Pour éviter de reproduire les mêmes erreurs, deux comités entièrement extérieurs à l’institut ont été créés : un comité d'éthique et un comité d'évaluation et de prévention des conflits d'intérêts. Mais le Hcéres « invite l’institut à démontrer sans tarder qu’il a pris toutes les mesures concrètes et vérifiables pour assurer qu’il produit une recherche de qualité répondant aux règles de l’intégrité scientifique et de l’éthique », en publiant notamment le fonctionnement de ses nouvelles instances.

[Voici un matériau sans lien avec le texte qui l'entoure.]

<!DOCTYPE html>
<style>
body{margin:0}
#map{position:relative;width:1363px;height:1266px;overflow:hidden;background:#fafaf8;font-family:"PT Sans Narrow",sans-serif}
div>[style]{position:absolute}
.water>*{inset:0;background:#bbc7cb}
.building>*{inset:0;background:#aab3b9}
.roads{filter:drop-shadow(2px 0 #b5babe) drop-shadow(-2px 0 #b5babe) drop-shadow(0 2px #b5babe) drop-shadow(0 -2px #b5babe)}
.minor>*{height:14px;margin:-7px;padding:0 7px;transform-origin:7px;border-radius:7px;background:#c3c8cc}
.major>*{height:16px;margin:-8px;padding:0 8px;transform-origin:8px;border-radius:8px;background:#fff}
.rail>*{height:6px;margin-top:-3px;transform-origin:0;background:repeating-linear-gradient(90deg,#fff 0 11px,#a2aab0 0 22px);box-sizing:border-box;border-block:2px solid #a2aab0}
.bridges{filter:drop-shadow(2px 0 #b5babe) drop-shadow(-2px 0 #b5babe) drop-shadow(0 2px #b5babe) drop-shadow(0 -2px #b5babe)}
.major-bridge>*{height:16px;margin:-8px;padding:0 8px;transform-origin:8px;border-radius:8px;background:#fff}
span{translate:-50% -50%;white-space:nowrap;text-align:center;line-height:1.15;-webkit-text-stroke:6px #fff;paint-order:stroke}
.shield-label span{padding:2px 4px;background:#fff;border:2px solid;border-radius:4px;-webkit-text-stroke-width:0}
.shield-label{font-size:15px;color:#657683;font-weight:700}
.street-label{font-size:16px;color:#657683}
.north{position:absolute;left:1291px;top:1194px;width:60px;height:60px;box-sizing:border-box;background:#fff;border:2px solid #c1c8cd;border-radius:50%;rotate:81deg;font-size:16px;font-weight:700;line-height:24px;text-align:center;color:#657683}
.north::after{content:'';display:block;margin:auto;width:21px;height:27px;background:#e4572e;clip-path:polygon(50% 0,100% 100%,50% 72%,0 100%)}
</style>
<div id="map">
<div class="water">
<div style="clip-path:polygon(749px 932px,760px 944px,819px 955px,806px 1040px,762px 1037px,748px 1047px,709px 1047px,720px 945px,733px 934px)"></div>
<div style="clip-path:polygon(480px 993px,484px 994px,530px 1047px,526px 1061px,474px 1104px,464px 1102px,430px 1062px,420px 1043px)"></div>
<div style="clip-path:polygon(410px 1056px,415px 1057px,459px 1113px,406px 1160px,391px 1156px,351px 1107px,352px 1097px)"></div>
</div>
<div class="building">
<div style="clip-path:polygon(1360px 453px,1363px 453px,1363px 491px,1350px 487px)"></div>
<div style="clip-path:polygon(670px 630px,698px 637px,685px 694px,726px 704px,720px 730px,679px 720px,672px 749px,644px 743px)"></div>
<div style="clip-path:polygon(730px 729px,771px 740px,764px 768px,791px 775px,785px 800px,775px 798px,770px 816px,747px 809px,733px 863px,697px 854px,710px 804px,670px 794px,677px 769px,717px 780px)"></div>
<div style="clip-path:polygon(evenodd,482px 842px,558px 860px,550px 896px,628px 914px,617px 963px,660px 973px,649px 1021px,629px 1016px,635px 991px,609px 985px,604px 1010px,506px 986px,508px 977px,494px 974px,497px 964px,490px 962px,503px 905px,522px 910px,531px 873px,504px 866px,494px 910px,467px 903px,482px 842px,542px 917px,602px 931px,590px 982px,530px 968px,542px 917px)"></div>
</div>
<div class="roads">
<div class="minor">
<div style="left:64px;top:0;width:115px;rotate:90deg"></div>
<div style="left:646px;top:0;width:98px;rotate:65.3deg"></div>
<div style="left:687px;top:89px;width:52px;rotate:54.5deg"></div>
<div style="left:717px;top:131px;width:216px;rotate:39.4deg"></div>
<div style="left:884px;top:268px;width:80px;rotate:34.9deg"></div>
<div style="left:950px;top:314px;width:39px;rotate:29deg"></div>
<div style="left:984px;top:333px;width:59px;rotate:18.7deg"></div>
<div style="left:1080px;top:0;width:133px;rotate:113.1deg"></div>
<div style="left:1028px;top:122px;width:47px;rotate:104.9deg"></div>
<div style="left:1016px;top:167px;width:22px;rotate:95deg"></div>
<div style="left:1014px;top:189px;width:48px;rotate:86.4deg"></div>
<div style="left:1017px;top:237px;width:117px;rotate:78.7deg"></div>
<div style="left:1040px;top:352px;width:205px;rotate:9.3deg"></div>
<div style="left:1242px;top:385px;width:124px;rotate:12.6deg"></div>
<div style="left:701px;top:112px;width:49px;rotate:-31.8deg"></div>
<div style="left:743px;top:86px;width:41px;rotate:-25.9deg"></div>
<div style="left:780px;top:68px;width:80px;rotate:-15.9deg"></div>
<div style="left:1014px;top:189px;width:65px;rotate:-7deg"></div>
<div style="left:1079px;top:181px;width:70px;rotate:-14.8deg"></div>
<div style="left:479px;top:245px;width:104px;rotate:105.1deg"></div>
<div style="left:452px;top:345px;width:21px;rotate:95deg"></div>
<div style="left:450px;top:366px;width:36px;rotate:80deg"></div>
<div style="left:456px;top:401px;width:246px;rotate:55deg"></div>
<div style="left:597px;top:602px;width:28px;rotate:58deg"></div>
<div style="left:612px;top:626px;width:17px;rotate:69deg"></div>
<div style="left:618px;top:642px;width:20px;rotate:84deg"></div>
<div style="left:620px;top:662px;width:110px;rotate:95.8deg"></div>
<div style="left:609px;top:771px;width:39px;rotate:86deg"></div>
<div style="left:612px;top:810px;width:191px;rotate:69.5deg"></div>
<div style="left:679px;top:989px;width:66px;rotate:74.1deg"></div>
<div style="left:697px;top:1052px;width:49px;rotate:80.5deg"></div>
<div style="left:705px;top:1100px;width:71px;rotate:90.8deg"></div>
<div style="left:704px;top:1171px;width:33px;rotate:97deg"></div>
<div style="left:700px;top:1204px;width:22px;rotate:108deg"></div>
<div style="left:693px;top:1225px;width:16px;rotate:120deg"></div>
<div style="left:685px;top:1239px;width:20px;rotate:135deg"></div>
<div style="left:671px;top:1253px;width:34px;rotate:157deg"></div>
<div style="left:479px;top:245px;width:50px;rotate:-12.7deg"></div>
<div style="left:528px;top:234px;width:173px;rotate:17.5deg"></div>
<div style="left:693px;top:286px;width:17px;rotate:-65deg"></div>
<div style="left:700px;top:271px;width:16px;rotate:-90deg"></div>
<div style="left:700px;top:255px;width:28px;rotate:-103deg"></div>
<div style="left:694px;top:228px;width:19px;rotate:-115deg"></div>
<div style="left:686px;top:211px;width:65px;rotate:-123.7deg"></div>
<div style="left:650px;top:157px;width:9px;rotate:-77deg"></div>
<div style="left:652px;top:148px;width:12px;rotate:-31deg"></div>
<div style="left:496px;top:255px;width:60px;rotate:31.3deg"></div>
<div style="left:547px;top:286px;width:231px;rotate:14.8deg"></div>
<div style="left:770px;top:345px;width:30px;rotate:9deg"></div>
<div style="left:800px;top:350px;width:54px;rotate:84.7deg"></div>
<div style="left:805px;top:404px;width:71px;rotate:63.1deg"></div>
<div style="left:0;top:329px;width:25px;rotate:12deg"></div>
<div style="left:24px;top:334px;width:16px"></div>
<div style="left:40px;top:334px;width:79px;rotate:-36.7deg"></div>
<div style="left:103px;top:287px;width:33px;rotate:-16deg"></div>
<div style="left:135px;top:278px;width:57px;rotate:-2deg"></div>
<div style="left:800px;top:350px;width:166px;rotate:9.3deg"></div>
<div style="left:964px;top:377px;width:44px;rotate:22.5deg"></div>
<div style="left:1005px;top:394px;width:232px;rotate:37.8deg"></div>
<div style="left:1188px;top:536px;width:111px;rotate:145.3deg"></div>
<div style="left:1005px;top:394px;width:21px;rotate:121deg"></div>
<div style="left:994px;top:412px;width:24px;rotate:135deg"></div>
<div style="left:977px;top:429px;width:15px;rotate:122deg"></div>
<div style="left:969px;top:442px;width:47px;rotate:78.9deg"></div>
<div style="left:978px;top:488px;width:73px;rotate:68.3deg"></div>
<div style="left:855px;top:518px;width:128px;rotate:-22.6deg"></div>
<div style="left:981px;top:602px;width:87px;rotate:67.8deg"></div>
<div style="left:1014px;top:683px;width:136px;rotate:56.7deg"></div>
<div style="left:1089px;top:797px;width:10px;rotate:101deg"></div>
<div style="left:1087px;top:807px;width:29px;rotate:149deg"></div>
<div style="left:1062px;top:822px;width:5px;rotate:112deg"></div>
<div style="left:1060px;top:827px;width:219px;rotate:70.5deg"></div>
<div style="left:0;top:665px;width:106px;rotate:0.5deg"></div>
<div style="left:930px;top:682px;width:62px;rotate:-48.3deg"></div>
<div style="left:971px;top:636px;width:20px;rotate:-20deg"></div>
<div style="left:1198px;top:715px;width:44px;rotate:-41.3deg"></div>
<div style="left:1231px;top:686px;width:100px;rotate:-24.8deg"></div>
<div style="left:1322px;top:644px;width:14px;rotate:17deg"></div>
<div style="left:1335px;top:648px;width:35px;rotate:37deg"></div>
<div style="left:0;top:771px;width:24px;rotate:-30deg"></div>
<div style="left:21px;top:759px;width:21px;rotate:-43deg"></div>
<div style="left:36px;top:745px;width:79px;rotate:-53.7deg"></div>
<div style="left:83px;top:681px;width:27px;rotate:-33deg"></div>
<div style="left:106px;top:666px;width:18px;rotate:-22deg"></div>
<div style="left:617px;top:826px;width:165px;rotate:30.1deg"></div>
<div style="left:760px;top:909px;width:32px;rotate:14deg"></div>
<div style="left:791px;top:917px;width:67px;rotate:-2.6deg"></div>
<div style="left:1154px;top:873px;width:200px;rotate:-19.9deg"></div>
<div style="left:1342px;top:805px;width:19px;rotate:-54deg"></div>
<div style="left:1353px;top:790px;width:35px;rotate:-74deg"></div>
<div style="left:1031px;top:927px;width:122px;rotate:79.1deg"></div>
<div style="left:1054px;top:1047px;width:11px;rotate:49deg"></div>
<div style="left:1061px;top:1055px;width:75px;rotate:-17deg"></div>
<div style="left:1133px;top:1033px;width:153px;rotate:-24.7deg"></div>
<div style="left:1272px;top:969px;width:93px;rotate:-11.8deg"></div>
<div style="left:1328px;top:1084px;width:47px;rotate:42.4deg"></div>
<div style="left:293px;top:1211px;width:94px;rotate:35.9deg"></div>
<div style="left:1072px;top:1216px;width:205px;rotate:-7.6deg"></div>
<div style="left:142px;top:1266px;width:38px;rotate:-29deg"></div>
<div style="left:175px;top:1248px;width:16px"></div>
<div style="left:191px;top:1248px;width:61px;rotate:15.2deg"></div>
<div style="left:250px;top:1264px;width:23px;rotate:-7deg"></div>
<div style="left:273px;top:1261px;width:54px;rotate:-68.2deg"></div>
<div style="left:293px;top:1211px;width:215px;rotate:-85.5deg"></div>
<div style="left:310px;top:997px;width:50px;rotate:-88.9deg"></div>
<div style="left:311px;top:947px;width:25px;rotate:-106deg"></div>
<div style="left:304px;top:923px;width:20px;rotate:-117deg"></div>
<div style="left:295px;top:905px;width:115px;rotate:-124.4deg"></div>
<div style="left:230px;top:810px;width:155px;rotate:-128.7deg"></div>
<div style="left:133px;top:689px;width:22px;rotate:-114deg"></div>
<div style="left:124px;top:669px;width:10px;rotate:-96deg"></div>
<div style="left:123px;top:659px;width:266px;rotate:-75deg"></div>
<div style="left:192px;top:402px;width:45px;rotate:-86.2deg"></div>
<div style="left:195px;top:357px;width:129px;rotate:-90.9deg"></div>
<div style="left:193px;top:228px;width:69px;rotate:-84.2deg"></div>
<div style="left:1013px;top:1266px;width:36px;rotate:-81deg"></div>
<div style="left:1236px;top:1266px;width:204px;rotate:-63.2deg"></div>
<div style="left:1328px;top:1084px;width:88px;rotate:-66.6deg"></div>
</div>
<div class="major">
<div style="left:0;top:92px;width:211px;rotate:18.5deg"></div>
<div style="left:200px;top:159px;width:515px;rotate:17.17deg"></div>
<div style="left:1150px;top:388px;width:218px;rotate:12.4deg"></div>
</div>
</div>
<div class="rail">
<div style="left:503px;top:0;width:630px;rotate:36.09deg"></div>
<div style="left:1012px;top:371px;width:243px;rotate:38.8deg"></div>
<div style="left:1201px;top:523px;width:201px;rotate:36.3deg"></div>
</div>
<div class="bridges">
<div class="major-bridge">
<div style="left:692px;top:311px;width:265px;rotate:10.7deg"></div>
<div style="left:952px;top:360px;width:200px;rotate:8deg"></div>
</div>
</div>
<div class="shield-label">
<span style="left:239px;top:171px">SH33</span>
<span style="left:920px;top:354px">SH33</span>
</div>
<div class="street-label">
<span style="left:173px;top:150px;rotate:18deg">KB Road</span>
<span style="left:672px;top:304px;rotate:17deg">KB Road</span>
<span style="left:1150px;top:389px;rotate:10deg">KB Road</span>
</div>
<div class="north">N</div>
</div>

Un changement de nom souhaitable
Le Hcéres rappelle que, sur les sujets d’intégrité et d’éthique scientifique, « la responsabilité de l’ancien directeur a certes été grande, mais qu’elle a été partagée par tous ceux qui se sont affranchis des normes (…) et, plus généralement, par tous ceux qui ont eu connaissance de ces manquements, mais n'ont pas agi rapidement et avec la fermeté nécessaire. »
Pour le Hcéres, changer le nom de l’institut serait un geste fort, « afin de marquer une rupture, et pour que l’affiliation de ses chercheurs ne soit plus un handicap lors de la soumission d’articles scientifiques ». Le rapport souligne l’importance par ailleurs de communiquer ouvertement sur les mesures prises pour remédier aux dérives.
Pour aller plus loin, le Hcéres demande à l’IHU de « développer une politique d’intégration dans un plus grand nombre de consortiums de recherche nationaux et internationaux sur les maladies infectieuses » et de créer des collaborations avec d’autres structures de santé pour « développer un réseau européen de référence ».